(Saved data entries)
>>>>

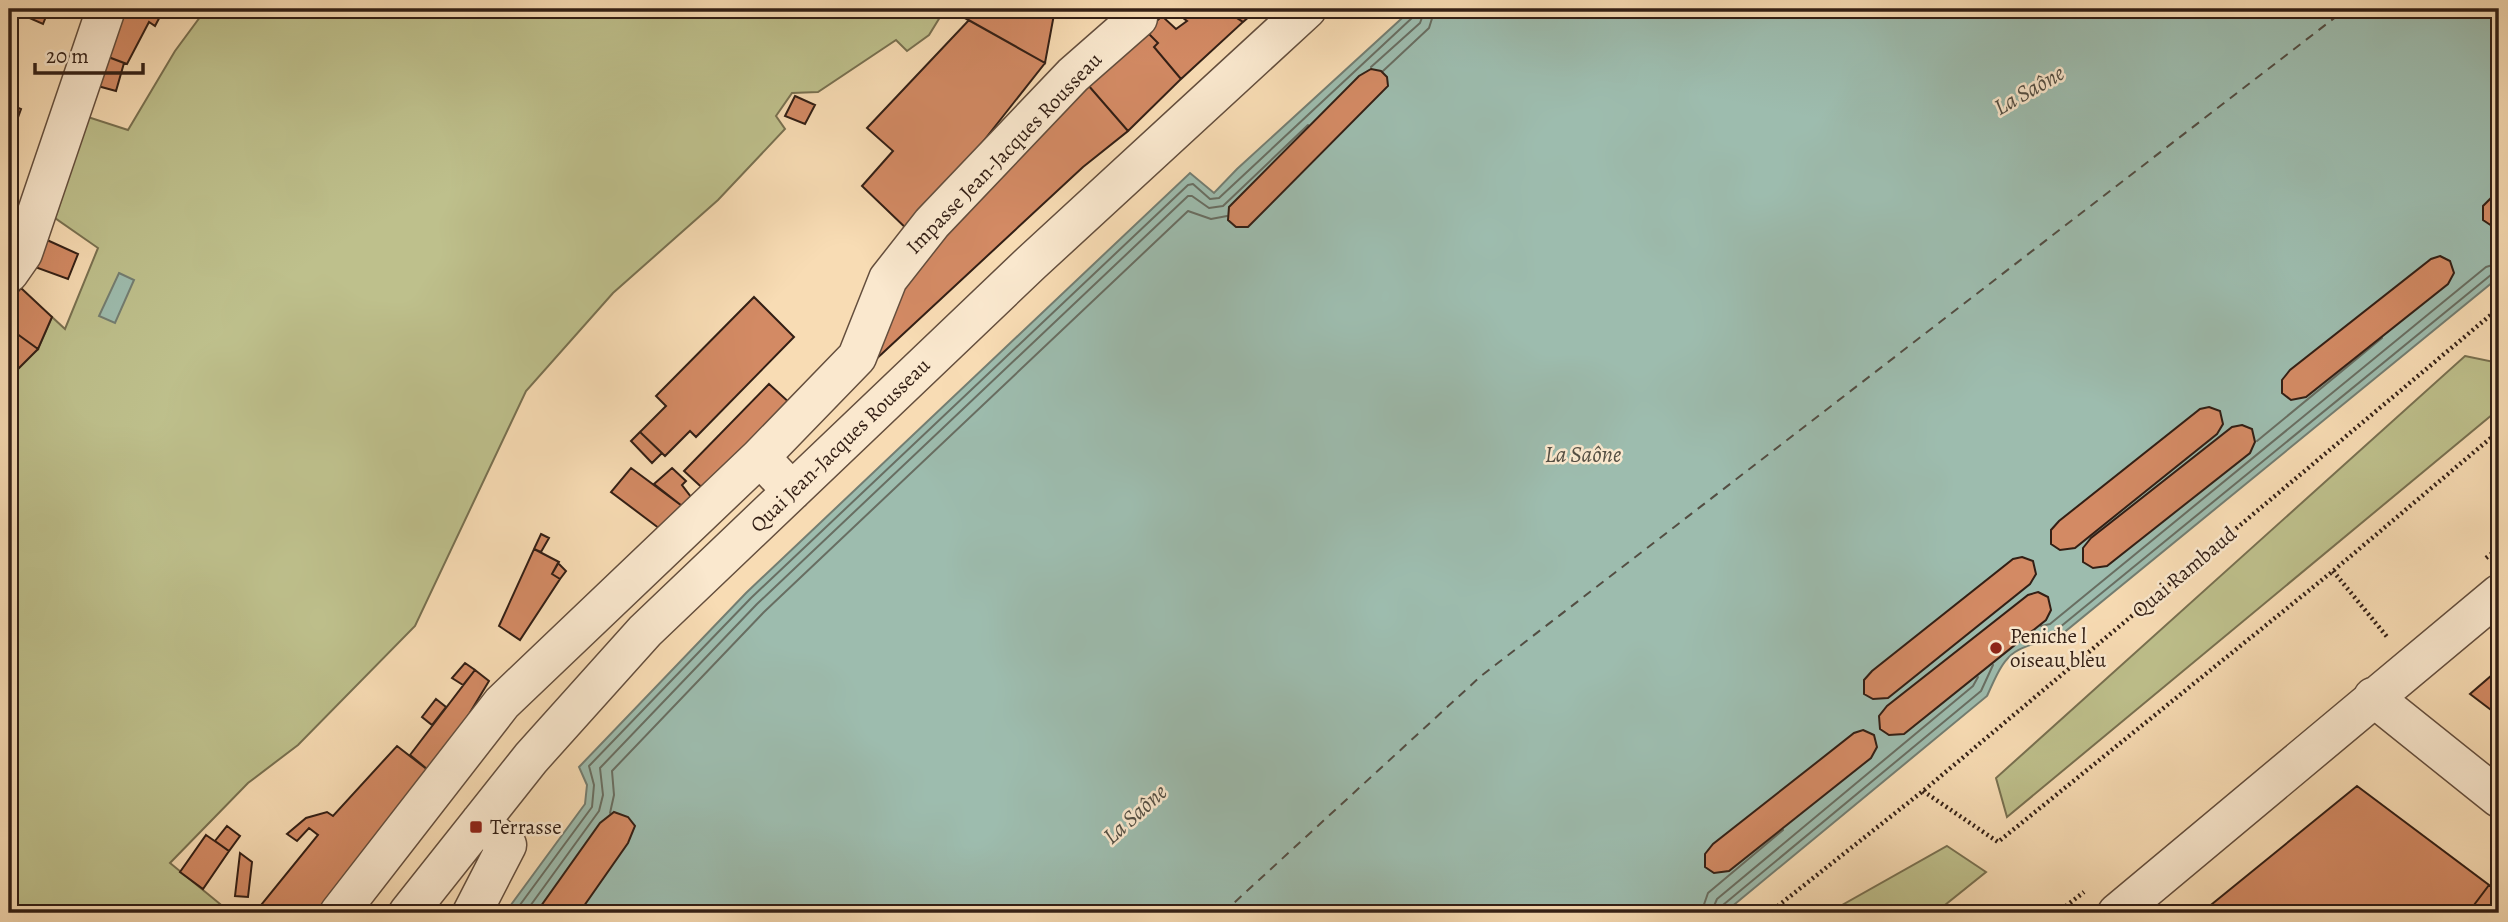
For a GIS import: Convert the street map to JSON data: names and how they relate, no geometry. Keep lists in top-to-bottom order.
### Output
{
  "streets": {
    "street": ["Impasse Jean-Jacques Rousseau", "Quai Jean-Jacques Rousseau"],
    "path": ["Quai Rambaud"]
  },
  "water": ["La Saône"],
  "places": {
    "other": ["Peniche l oiseau bleu"],
    "transit": ["Terrasse"]
  },
  "scale_bar": "20 m"
}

<<<<

=== YOUR ASSIGNMENT ===
Leave out the pictures, then give all the records again exactly.

=== ANSWER ===
For a GIS import: Convert the street map to JSON data: names and how they relate, no geometry. Keep lists in top-to-bottom order.
### Output
{
  "streets": {
    "street": ["Impasse Jean-Jacques Rousseau", "Quai Jean-Jacques Rousseau"],
    "path": ["Quai Rambaud"]
  },
  "water": ["La Saône"],
  "places": {
    "other": ["Peniche l oiseau bleu"],
    "transit": ["Terrasse"]
  },
  "scale_bar": "20 m"
}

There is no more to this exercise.